To Tame a Wild Firefighter (Red Hot Reunions Book 2) (5 page)

Mick grinned wickedly. “And why would you be worn out, Miller? Were you planning to ravage me all night long?”

“No!” Faith smacked his thigh—his well-muscled thigh that she did
not
want to see out of those jeans,
thankyouverymuch
. “Sometimes I work three day shifts. This week, I go in at noon tomorrow and don’t get off until noon on Thursday, and my bunk is in an old utility closet where the pipes bang the entire time I’m trying to sleep.”

Mick’s brows drew together. “They make you sleep in a utility closet?”

Faith shrugged. “I don’t mind. At least I have some privacy and don’t have to listen to Kevin snore in the guys’ bunkroom all night. And it won’t be for much longer. The new firehouse is going to have six individual rooms so everyone on shift will have their own space.”
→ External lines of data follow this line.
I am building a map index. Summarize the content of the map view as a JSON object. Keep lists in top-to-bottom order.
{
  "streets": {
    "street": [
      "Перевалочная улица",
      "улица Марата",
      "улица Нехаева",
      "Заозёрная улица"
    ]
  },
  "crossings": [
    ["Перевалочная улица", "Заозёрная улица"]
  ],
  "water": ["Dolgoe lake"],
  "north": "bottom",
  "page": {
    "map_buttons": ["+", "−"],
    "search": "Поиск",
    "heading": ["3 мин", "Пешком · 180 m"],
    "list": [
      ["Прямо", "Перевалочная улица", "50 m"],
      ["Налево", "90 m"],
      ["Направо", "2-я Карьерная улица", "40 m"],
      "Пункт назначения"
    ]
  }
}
“I’m glad you’re getting a new fire house,” Mick said. “Maybe when you guys move, my sister will spend less time making googly eyes at the other side of the street.”

Faith laughed. “Jake is the same way. We’ve started singing
Moon River
every time we catch him staring out the window.”

“That’s awesome,” Mick said with a smile. “I’ve been throwing rolls at Naomi every time I catch her giggling and waving, but I’ll start singing
Moon River
while I do it. It will be good for them. Help reinforce the message that drooling over each other in public is gross at their age.”

Faith snorted. “It’s gross at any age.”

“Agreed,” Mick said, nudging her knee with his leg. “But if you find you can’t help yourself, I’m not going to judge. I’m pretty drool-worthy.”

“In your dreams, Whitehouse.” Faith rolled her eyes, but she couldn’t deny she enjoyed chatting and joking with Mick almost as much as she enjoyed kissing him.

“But seriously, I’m glad we’re going to go out,” Mick said, the teasing note vanishing from his voice. “Do you think you’ll be up for something Thursday night, or will you need to head home to crash?”

“I should be fine,” Faith said. “Assuming we don’t have any middle-of-the-night calls the night before. But even if we do, I don’t need a lot of sleep to function.”

“Then I’ll pick you up Thursday night at six?” Mick reached up to tug a lock of her hair. “We can get dinner and then go bowling or something.”

“Six is perfect, but I’m terrible at bowling,” Faith said, finding it hard to resist the urge to touch Mick, to let her fingers explore the way his were exploring her hair. “Let’s go to the shooting range instead, and I’ll kick your ass at target practice.”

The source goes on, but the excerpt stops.